Check every line below for the word "filter" and show those that hold it.

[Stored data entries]
----
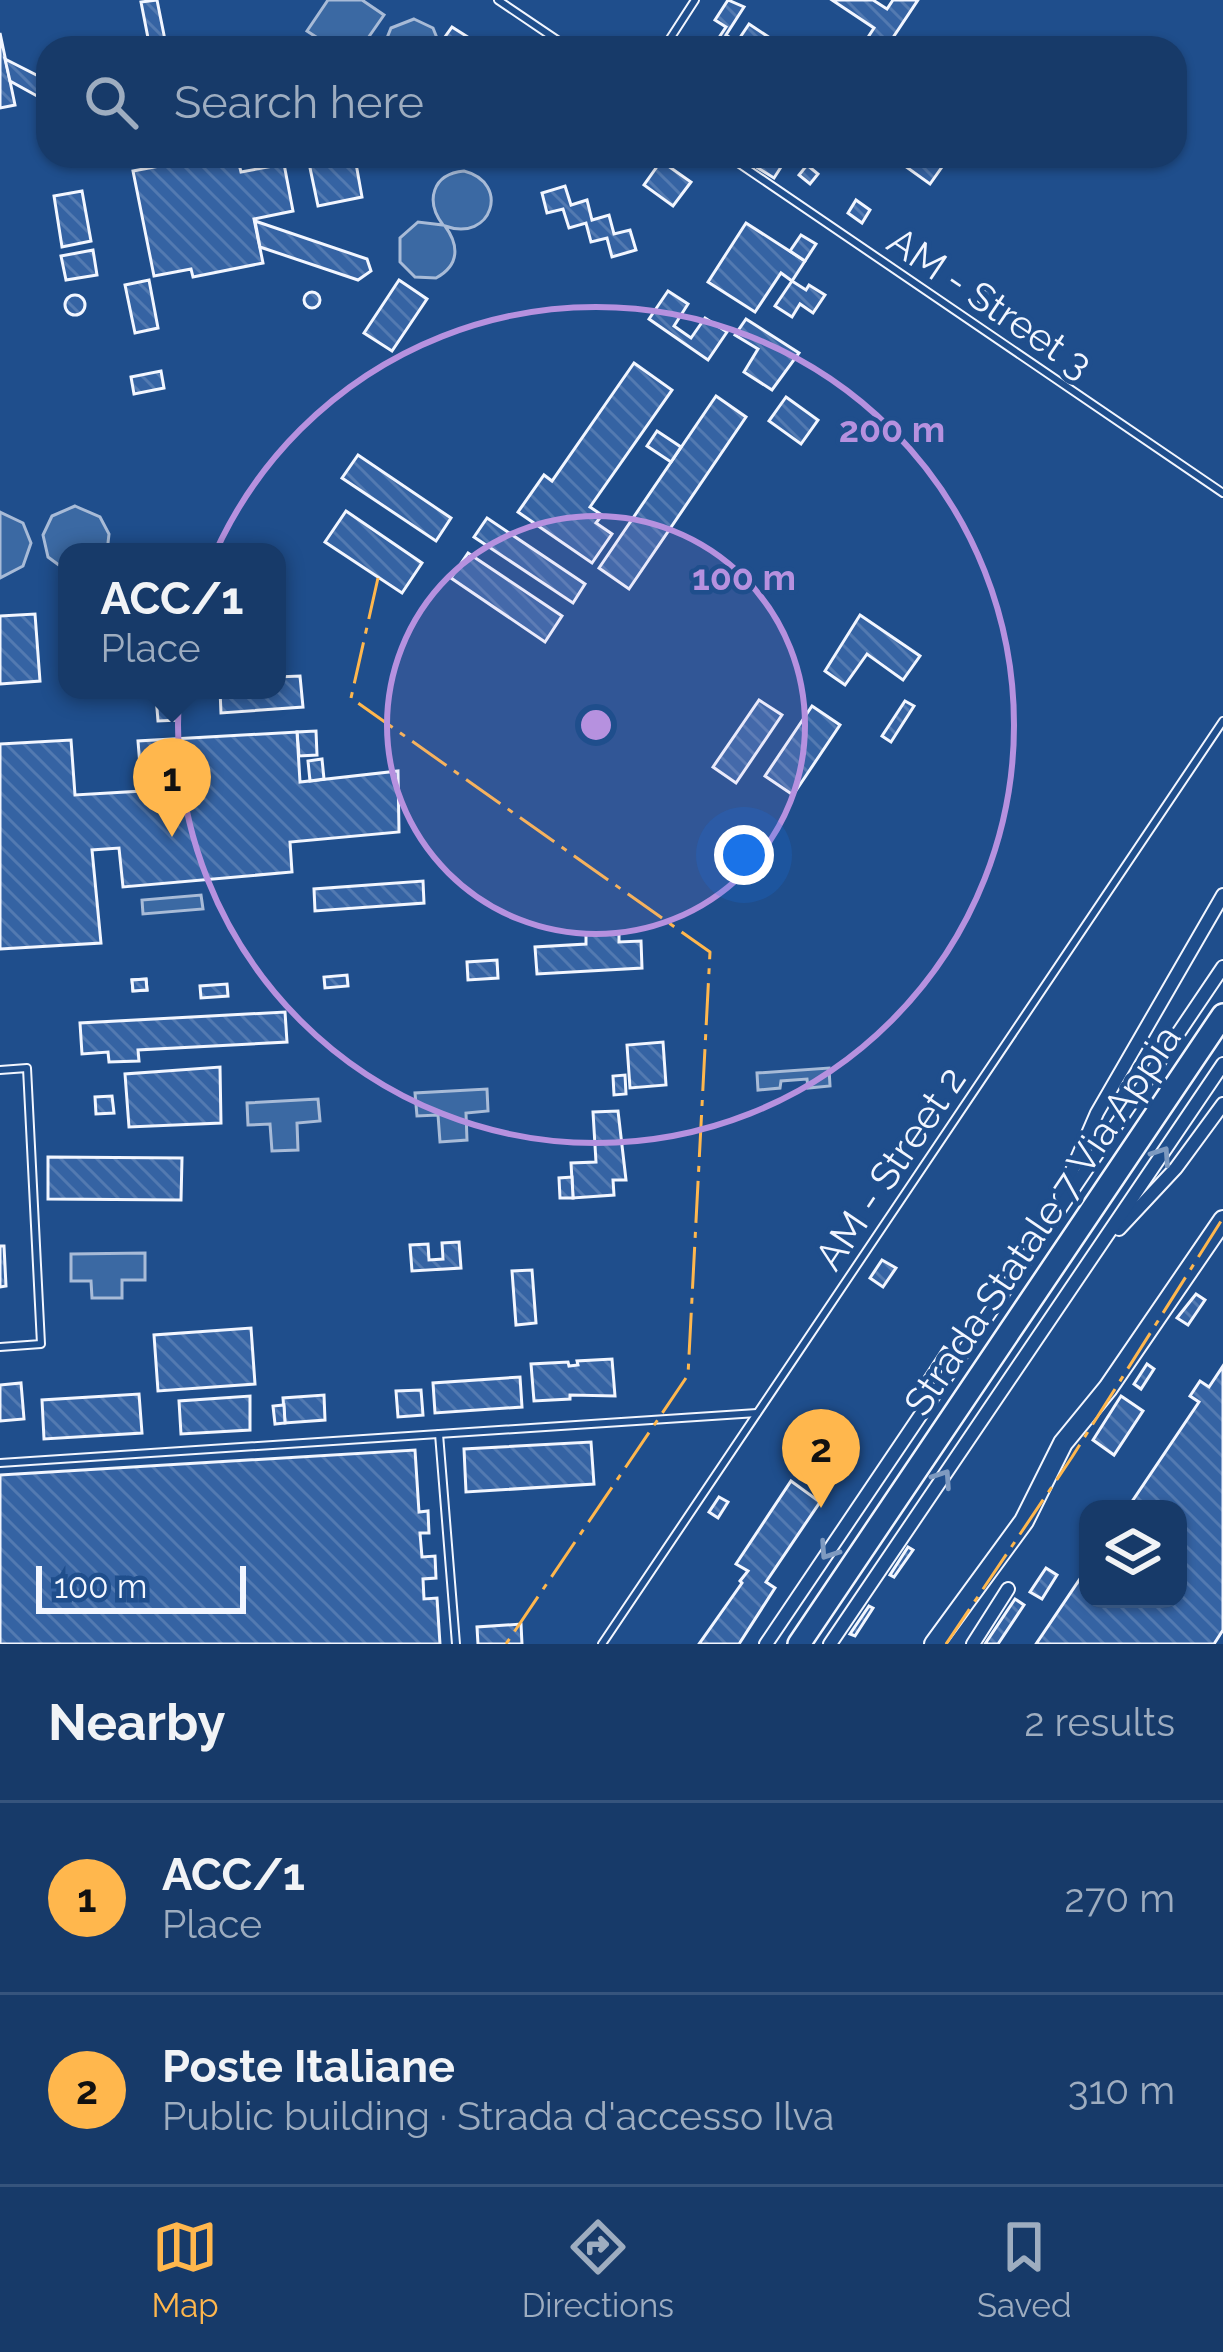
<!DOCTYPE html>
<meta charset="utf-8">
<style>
:root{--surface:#173a69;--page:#244571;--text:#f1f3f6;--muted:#9eadc0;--line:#36547d;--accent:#ffb74d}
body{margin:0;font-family:Raleway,sans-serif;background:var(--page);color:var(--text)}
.controls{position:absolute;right:36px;bottom:36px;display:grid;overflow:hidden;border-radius:24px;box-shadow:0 3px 9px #0004}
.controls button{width:108px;height:108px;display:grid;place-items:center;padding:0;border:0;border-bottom:3px solid var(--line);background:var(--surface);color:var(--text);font:60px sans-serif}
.scale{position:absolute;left:36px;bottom:30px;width:210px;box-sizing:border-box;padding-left:12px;border:6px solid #f2f6ff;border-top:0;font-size:33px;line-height:42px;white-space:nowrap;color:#f2f6ff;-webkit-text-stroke:9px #1f4e8c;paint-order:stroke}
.you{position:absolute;left:744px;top:855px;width:42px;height:42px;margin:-30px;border:9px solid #fff;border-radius:50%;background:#1a73e8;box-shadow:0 0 0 18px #1a73e833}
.badge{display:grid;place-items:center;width:78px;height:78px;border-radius:50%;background:var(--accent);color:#111;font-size:39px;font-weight:700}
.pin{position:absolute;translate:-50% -99px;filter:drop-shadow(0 3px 6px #0008)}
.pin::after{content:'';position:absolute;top:63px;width:42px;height:36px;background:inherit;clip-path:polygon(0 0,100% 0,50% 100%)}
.popup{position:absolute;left:58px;top:543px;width:228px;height:156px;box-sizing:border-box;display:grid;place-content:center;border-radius:24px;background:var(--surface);filter:drop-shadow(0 3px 9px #0005);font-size:39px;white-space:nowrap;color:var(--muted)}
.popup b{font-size:45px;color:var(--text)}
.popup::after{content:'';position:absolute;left:50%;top:100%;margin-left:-24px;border:24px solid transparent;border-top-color:var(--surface)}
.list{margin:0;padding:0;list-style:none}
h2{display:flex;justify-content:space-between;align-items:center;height:156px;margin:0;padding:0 48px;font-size:51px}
h2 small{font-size:39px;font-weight:400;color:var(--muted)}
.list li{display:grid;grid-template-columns:78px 1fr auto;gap:36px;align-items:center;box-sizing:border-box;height:192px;padding:0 48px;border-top:3px solid var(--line)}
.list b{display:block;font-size:45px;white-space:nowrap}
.list p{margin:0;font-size:39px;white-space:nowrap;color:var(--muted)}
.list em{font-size:39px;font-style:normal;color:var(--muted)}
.icon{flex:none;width:66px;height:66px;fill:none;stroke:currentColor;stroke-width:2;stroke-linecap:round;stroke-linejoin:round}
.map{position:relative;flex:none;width:1223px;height:1644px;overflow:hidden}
.search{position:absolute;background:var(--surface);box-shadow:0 3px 9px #0004;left:36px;right:36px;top:36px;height:132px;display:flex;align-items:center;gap:30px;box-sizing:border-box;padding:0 42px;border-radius:36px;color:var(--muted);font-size:45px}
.sheet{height:540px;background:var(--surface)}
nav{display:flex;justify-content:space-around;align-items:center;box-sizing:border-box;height:168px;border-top:3px solid var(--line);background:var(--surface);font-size:33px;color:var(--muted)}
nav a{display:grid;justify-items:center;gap:6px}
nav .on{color:var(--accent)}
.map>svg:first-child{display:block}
.water{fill:#3b69a3;stroke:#a8bbd7;stroke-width:3}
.building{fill:url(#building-back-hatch);stroke:#f2f6ff;stroke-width:3}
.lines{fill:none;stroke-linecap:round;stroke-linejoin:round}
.lane-casing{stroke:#f2f6ff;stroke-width:10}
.street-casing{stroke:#f2f6ff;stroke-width:16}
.secondary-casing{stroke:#f2f6ff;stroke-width:22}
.primary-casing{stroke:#f2f6ff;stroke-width:26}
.lane{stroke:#1f4e8c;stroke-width:6}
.street{stroke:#1f4e8c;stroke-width:12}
.secondary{stroke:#1f4e8c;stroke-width:18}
.primary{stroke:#1f4e8c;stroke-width:21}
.power{stroke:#ffb74d;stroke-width:3;stroke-dasharray:42 9 6 9;stroke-linecap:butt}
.oneway{stroke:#7e9ac0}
.ring{fill:none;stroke:#b691df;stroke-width:6}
.labels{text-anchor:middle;stroke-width:9;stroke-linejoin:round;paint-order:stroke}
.street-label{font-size:39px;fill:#f2f6ff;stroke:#1f4e8c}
.centre{fill:#b691df;stroke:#1f4e8c;stroke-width:6}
.ring-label{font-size:36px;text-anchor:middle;font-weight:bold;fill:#b691df;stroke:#1f4e8c;stroke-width:9;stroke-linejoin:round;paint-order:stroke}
</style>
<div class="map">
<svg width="1223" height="1644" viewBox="0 0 1223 1644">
<defs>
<pattern id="building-back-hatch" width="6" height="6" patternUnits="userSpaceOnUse" patternTransform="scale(3)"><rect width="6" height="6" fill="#3563a3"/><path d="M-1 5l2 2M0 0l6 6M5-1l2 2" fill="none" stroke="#537ab1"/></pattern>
</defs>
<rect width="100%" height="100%" fill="#1f4e8c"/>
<g class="water">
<polygon points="328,0 362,0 384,15 361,48 333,48 307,31"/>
<polygon points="414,19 433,28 441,48 383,48 391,28"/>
<path d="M 464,171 C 511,183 492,243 445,226 C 459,245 460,265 436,278 L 415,277 L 400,262 L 400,238 L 418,222 L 443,225 C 425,201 432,174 464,171 Z"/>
<polygon points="75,506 100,517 109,534 107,552 67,552 67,571 48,557 43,535 52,516"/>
<polygon points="0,512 23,523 31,543 23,566 0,578"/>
<polygon points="201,895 203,909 143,914 142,900"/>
<polygon points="829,1068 830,1086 808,1088 807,1079 781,1081 780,1088 758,1090 757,1073"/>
<polygon points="487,1089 488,1111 466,1113 467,1140 440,1142 438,1115 417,1116 415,1093"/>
<polygon points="318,1099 320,1121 297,1123 298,1150 272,1151 270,1124 248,1125 247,1103"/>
<polygon points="145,1253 145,1280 122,1280 122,1298 92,1298 91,1281 71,1281 71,1254"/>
</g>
<g class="building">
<polygon points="157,0 165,40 149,43 141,2"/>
<polygon points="728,0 744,7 726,35 737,42 733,48 712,48 726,27 715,20"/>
<polygon points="832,0 873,0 887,9 893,0 918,0 886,48 861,48 874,28"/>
<polygon points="749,24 785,48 733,48"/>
<polygon points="452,27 485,48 453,48 442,41"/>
<polygon points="0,33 15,105 0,108"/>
<polygon points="5,59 48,81 48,102 10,81"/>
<polygon points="169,156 237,156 241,172 284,164 293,211 254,219 263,263 193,277 191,269 154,276 133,171 170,164"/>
<polygon points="766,156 783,164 774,178 758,168"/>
<polygon points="891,156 925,156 942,167 930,184"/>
<polygon points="355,158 362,197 318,206 309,163 316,161 317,166"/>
<polygon points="661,161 691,182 673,206 644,185"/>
<polygon points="807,165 818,174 810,184 799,175"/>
<polygon points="565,186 571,205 587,200 592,220 609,215 614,234 630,230 636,250 612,257 607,238 591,242 586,223 569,228 563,209 547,213 542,193"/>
<polygon points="82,191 91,241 62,247 54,196"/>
<polygon points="856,200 870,210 862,223 848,213"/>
<polygon points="255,221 367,259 371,271 358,280 260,247"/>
<polygon points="746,223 805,261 792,281 781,273 755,312 708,282"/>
<polygon points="801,235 816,244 805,261 790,251"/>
<polygon points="93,250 97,275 66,280 61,256"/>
<polygon points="149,280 158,328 135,333 125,285"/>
<polygon points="399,280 427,299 392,351 364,333"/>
<polygon points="792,281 806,290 809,285 825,295 813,313 800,304 792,317 775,306"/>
<polygon points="985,289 999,296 991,308 978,303"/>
<polygon points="668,291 688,304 674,326 691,338 705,318 727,332 708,360 649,319"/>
<circle cx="312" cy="300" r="8"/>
<circle cx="75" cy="305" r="10"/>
<polygon points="746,319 799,353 772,390 744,372 758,349 735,335"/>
<polygon points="634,363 672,390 590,507 602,515 596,523 612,534 592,563 518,512 544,475 552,481"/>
<polygon points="161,371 164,388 134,394 131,377"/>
<polygon points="716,396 746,417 629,589 599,568"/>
<polygon points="786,397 818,420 801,444 769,421"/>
<polygon points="657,431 681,447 671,462 647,446"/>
<polygon points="358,455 451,518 436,541 342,478"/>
<polygon points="346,511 422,563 402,593 325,542"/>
<polygon points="487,518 585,584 573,603 474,537"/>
<polygon points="468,553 562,616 545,642 451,578"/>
<polygon points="35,614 40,681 0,684 0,616"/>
<polygon points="860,615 920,656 903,680 867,654 845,685 825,671"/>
<polygon points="300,676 303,707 221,713 220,690 277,690 277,677"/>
<polygon points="100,690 126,690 126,696 100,697"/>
<polygon points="178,694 179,720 158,721 156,696"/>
<polygon points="759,700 782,715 736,783 713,767"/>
<polygon points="905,701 914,706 891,742 882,736"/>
<polygon points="812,706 840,725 793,795 765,776"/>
<polygon points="316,731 317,755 299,756 297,732"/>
<polygon points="297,732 300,782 398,771 399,832 290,842 292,872 123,887 119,848 92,850 101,943 0,949 0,744 71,740 75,795 142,791 138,741"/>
<polygon points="322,759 324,779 310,781 308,761"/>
<polygon points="423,881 424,903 315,911 314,889"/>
<polygon points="619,933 619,942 641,941 642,968 537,974 535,947 586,944 586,934"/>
<polygon points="497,960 498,978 468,980 467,962"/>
<polygon points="347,975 348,986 325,988 324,977"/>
<polygon points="146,979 147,990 133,991 132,980"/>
<polygon points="146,979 147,990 133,991 132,980"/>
<polygon points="227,984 228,996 201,998 200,986"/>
<polygon points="285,1012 287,1042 138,1050 139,1061 109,1062 108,1052 82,1054 80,1023"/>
<polygon points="663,1042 666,1085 630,1088 627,1045"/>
<polygon points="220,1067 221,1123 129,1127 125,1074"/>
<polygon points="625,1075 626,1094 614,1095 613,1076"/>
<polygon points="112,1096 114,1113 96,1114 95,1097"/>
<polygon points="618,1111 626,1180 613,1180 614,1195 573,1198 571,1163 596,1162 593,1112"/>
<polygon points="48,1157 182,1158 181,1200 48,1199"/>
<polygon points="572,1177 573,1198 560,1198 559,1178"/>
<polygon points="459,1242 461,1268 412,1271 410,1245 428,1244 429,1260 443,1259 442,1243"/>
<polygon points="0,1246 4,1246 6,1286 0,1287"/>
<polygon points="882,1260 896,1268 883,1287 870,1278"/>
<polygon points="532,1270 536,1323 516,1325 512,1271"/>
<polygon points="1196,1294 1205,1300 1188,1325 1177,1318"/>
<polygon points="251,1328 255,1384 158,1391 154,1335"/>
<polygon points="944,1347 949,1350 926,1386 921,1382"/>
<polygon points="612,1359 615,1396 570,1395 570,1399 534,1401 531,1364 568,1362 569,1366 578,1365 577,1361"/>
<polygon points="1147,1364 1154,1369 1141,1389 1134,1384"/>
<polygon points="1223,1366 1223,1630 1214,1644 1036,1644 1088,1567 1088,1599 1178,1599 1178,1509 1127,1509 1199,1402 1190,1396 1200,1381 1209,1387"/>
<polygon points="520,1377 522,1407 435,1413 433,1383"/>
<polygon points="21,1383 24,1419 0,1421 0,1385"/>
<polygon points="421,1390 423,1415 398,1417 396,1391"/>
<polygon points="139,1394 142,1433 44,1439 42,1400"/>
<polygon points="324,1395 325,1420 285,1423 283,1398"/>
<polygon points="250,1396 250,1430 181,1434 179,1401"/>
<polygon points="1121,1396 1143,1411 1114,1455 1093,1440"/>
<polygon points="284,1405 285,1423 275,1424 273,1406"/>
<polygon points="591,1442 594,1484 466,1492 464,1449"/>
<polygon points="415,1450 419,1512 428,1511 429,1533 420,1533 422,1557 435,1556 436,1578 423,1579 424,1599 437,1598 440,1644 0,1644 0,1475"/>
<polygon points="791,1481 820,1502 766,1582 775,1588 739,1644 699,1644 742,1583 740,1581 748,1571 736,1564"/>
<polygon points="719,1497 728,1502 718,1518 709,1512"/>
<polygon points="908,1547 913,1550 894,1577 890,1575"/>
<polygon points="1046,1568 1057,1575 1042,1599 1030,1592"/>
<polygon points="1015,1599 1024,1605 998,1644 985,1644"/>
<polygon points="869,1606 873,1608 855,1636 850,1634"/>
<polygon points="521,1624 522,1644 478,1644 477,1627"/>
</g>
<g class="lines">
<g class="lane-casing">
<g id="lane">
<polyline points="498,0 569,48"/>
<polyline points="664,48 695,0"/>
<polyline points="728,156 1223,493"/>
<polyline points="0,1070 27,1068 41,1344 0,1347"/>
<polyline points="439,1434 456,1644"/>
<polyline points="0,1463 757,1413"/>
<polyline points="602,1644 1223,721"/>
</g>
</g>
<g class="street-casing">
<g id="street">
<polyline points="1061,1196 1097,1113 1223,895"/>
<polyline points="1119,1229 1176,1168 1223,1104"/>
<polyline points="766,1644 1223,967"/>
<polyline points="830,1644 1223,1064"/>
<polyline points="973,1644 1008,1589"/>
</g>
</g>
<g class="secondary-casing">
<polyline id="secondary" points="934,1644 1024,1521 1063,1443 1108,1388 1223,1220"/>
</g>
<g class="primary-casing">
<polyline id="primary" points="799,1644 1223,1015"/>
</g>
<use href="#lane" class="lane"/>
<use href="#street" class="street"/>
<use href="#secondary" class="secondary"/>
<use href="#primary" class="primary"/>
<g class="power">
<polyline points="378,578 351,698 710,952 688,1375 506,1644"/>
<polyline points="946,1644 1072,1457 1223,1218"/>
</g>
</g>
<defs><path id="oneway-chevron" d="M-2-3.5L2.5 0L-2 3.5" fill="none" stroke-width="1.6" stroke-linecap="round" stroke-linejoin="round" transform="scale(3)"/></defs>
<g class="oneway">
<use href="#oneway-chevron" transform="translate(1162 1155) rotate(-56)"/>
<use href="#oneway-chevron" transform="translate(943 1478) rotate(-56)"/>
<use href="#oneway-chevron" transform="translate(828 1551) rotate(124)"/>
</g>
<circle cx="596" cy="725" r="209" fill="#b691df" fill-opacity=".12"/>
<g class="ring">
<circle cx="596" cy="725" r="209"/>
<circle cx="596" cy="725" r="418"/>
</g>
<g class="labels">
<g class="street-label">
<text transform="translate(990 302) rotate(34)" y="14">AM - Street 3</text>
<text transform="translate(890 1168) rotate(-56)" y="14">AM - Street 2</text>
<text transform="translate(1042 1220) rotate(-56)" y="14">Strada Statale 7 Via Appia</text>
</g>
</g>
<circle cx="596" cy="725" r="18" class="centre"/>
<g class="ring-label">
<text x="892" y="442">200 m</text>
<text x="744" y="590">100 m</text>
</g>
</svg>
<div class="controls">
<button><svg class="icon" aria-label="layers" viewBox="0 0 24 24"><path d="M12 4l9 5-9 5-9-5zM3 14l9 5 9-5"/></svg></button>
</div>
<div class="scale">100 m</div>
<div class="you"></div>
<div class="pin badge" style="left:172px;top:837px">1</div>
<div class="popup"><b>ACC/1</b>Place</div>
<div class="pin badge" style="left:821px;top:1508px">2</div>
<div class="search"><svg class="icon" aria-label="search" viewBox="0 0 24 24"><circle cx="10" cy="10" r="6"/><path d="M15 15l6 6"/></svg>Search here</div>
</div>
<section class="sheet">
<h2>Nearby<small>2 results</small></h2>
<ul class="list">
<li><span class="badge">1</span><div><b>ACC/1</b><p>Place</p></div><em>270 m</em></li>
<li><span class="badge">2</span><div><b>Poste Italiane</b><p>Public building · Strada d'accesso Ilva</p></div><em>310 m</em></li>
</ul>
</section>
<nav>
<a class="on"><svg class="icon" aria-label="map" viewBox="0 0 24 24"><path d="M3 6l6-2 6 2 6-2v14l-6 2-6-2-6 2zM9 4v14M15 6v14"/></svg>Map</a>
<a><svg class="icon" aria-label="directions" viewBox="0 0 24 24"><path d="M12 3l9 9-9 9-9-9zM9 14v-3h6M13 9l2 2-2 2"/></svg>Directions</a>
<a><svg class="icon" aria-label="saved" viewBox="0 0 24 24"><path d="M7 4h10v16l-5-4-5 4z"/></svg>Saved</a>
</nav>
----
Output for this task:
.pin{position:absolute;translate:-50% -99px;filter:drop-shadow(0 3px 6px #0008)}
.popup{position:absolute;left:58px;top:543px;width:228px;height:156px;box-sizing:border-box;display:grid;place-content:center;border-radius:24px;background:var(--surface);filter:drop-shadow(0 3px 9px #0005);font-size:39px;white-space:nowrap;color:var(--muted)}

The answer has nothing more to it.